Newton's method; Jacobian (1)

Nonlinear eq.no \( i \) has the structure

 
$$ \begin{align*} F_i &= A_{i,i-1}(u_{i-1},u_i)u_{i-1} + A_{i,i}(u_{i-1},u_i,u_{i+1})u_i +\\ &\qquad A_{i,i+1}(u_i, u_{i+1})u_{i+1} - b_i(u_i) \end{align*} $$

 

Need Jacobian, i.e., need to differentiate \( F(u)=A(u)u - b(u) \) wrt \( u \). Example:

 
$$ \begin{align*} &\frac{\partial}{\partial u_i}(A_{i,i}(u_{i-1},u_i,u_{i+1})u_i) = \frac{\partial A_{i,i}}{\partial u_i}u_i + A_{i,i} \frac{\partial u_i}{\partial u_i}\\ &\quad = \frac{\partial}{\partial u_i}( \frac{1}{2\Delta x^2}(-\dfc(u_{i-1}) + 2\dfc(u_{i}) -\dfc(u_{i+1})) + a)u_i +\\ &\qquad\frac{1}{2\Delta x^2}(-\dfc(u_{i-1}) + 2\dfc(u_{i}) -\dfc(u_{i+1})) + a\\ &\quad =\frac{1}{2\Delta x^2}(2\dfc^\prime (u_i)u_i -\dfc(u_{i-1}) + 2\dfc(u_{i}) -\dfc(u_{i+1})) + a \end{align*} $$

 

Newton's method; Jacobian (2)

The complete Jacobian becomes (make sure you get this!)

 
$$ \begin{align*} J_{i,i} &= \frac{\partial F_i}{\partial u_i} = \frac{\partial A_{i,i-1}}{\partial u_i}u_{i-1} + \frac{\partial A_{i,i}}{\partial u_i}u_i + A_{i,i} + \frac{\partial A_{i,i+1}}{\partial u_i}u_{i+1} - \frac{\partial b_i}{\partial u_{i}}\\ &= \frac{1}{2\Delta x^2}( -\dfc^{\prime}(u_i)u_{i-1} +2\dfc^{\prime}(u_i)u_{i} -\dfc(u_{i-1}) + 2\dfc(u_i) - \dfc(u_{i+1})) +\\ &\quad a -\frac{1}{2\Delta x^2}\dfc^{\prime}(u_{i})u_{i+1} - b^{\prime}(u_i)\\ J_{i,i-1} &= \frac{\partial F_i}{\partial u_{i-1}} = \frac{\partial A_{i,i-1}}{\partial u_{i-1}}u_{i-1} + A_{i-1,i} + \frac{\partial A_{i,i}}{\partial u_{i-1}}u_i - \frac{\partial b_i}{\partial u_{i-1}}\\ &= \frac{1}{2\Delta x^2}( -\dfc^{\prime}(u_{i-1})u_{i-1} - (\dfc(u_{i-1}) + \dfc(u_i)) + \dfc^{\prime}(u_{i-1})u_i)\\ J_{i,i+1} &= \frac{\partial A_{i,i+1}}{\partial u_{i-1}}u_{i+1} + A_{i+1,i} + \frac{\partial A_{i,i}}{\partial u_{i+1}}u_i - \frac{\partial b_i}{\partial u_{i+1}}\\ &=\frac{1}{2\Delta x^2}( -\dfc^{\prime}(u_{i+1})u_{i+1} - (\dfc(u_{i}) + \dfc(u_{i+1})) + \dfc^{\prime}(u_{i+1})u_i) \end{align*} $$

 

Newton's method; nonlinear equations at the end points

 
$$ \begin{align*} F_i &= -\frac{1}{2\Delta x^2} ((\dfc(u_i)+\dfc(u_{i+1}))(u_{i+1}-u_i) - (\dfc(u_{i-1})+\dfc(u_{i}))\times \\ &\qquad (u_{i}-u_{i-1})) + au_i - f(u_i) = 0 \end{align*} $$

 

At \( i=0 \), replace \( u_{-1} \) by formula from Neumann condition.
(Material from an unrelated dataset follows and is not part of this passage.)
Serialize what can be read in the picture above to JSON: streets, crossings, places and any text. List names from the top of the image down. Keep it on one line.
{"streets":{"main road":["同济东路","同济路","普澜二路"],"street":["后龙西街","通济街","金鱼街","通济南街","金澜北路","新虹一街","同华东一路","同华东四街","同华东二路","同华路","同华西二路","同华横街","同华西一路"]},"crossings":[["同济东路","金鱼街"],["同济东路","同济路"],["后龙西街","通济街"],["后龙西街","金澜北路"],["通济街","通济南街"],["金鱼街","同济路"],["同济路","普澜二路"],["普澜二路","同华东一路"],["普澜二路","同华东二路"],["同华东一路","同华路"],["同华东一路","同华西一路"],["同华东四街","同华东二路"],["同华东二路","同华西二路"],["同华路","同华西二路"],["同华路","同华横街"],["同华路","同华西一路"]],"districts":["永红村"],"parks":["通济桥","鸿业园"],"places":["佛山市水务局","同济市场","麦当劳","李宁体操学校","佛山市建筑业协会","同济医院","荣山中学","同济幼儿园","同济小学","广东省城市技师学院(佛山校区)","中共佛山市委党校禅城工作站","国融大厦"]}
  1. Exclude Dirichlet condition as separate equation: replace \( u_i \), \( i=N_x \), by \( D \) in \( F_{i} \), \( i=N_x-1 \)
  2. Include Dirichlet condition as separate equation:

 
$$ F_{N_x}(u_0,\ldots,u_{N_x}) = u_{N_x} - D = 0\tp$$

 

Note: The size of the Jacobian depends on 1 or 2.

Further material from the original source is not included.